Prompt
Return exactly these lines and no others: the one containing "I am building a map index. Extract" and all that follow it to the end of the listing below.

Data for this exercise

/---

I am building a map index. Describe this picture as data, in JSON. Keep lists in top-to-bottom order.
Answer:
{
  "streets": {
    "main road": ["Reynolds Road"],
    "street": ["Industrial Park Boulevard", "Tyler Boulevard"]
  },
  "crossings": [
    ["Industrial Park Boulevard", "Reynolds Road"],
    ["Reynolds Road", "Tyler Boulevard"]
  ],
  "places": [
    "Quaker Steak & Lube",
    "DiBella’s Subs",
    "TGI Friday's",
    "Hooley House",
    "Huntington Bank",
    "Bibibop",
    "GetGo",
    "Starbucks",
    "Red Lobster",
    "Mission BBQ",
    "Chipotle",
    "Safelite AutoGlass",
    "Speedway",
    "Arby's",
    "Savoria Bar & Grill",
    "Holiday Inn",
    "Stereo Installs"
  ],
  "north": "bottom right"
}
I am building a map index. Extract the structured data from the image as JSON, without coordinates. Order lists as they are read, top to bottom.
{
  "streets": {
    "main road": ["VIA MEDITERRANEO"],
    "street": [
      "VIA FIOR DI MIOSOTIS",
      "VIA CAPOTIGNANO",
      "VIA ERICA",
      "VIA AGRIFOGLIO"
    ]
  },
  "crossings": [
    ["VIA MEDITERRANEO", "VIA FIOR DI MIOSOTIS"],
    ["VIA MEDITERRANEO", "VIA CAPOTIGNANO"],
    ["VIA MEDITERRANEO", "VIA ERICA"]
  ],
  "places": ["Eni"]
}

\---

Answer for this exercise
I am building a map index. Extract the structured data from the image as JSON, without coordinates. Order lists as they are read, top to bottom.
{
  "streets": {
    "main road": ["VIA MEDITERRANEO"],
    "street": [
      "VIA FIOR DI MIOSOTIS",
      "VIA CAPOTIGNANO",
      "VIA ERICA",
      "VIA AGRIFOGLIO"
    ]
  },
  "crossings": [
    ["VIA MEDITERRANEO", "VIA FIOR DI MIOSOTIS"],
    ["VIA MEDITERRANEO", "VIA CAPOTIGNANO"],
    ["VIA MEDITERRANEO", "VIA ERICA"]
  ],
  "places": ["Eni"]
}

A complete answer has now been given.